WHAT YOU ARE ASKED TO DO =>
Report every line below that holds the word "lists".

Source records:
———

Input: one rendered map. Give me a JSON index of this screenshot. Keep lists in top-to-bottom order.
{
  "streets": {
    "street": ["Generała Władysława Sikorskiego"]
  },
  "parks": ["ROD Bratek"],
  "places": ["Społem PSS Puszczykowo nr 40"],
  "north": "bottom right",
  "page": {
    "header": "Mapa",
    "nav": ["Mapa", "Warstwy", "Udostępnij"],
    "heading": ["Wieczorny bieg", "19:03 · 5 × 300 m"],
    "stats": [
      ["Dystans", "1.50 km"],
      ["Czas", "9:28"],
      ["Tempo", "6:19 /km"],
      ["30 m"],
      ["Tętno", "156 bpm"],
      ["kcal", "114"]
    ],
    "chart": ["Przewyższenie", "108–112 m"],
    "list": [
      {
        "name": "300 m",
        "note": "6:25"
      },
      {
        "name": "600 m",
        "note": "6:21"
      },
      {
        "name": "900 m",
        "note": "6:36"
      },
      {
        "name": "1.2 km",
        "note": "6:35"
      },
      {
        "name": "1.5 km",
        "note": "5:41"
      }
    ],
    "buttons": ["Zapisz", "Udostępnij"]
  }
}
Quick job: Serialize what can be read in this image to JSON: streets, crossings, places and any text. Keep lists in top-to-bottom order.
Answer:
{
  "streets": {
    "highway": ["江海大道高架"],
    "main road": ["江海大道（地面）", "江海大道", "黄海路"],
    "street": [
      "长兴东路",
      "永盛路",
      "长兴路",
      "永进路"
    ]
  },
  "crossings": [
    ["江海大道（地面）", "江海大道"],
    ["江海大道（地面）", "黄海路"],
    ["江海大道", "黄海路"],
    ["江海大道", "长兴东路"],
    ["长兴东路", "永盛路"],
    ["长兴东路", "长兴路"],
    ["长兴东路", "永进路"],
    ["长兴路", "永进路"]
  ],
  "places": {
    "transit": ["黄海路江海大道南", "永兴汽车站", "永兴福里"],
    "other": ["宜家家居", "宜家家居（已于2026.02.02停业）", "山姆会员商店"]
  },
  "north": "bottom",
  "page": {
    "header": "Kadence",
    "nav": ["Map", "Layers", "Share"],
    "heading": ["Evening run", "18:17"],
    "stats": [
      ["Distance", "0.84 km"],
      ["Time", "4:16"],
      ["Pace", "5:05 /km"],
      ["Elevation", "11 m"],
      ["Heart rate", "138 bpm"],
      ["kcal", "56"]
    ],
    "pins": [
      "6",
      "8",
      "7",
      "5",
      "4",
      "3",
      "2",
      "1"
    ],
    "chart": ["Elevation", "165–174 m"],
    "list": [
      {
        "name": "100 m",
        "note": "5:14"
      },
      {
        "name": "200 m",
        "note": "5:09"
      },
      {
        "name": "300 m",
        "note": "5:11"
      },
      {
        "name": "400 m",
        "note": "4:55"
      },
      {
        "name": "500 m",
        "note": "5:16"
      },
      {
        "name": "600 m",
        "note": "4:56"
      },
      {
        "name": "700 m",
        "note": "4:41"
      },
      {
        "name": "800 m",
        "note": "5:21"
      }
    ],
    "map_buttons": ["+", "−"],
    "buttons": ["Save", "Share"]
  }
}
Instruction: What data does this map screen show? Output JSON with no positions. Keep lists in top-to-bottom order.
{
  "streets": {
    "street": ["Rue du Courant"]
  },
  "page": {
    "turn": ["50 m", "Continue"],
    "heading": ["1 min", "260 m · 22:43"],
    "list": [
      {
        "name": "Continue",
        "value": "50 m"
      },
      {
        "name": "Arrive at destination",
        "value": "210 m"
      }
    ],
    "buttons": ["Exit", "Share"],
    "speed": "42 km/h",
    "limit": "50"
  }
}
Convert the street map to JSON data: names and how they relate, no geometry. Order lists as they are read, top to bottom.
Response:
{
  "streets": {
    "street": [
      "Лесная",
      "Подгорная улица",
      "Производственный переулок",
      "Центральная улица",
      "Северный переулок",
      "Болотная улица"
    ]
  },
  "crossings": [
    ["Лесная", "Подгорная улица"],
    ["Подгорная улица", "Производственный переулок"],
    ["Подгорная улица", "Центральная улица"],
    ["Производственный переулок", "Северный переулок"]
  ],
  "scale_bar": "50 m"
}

———

ANSWER SPACE =>
Input: one rendered map. Give me a JSON index of this screenshot. Keep lists in top-to-bottom order.
Quick job: Serialize what can be read in this image to JSON: streets, crossings, places and any text. Keep lists in top-to-bottom order.
Instruction: What data does this map screen show? Output JSON with no positions. Keep lists in top-to-bottom order.
Convert the street map to JSON data: names and how they relate, no geometry. Order lists as they are read, top to bottom.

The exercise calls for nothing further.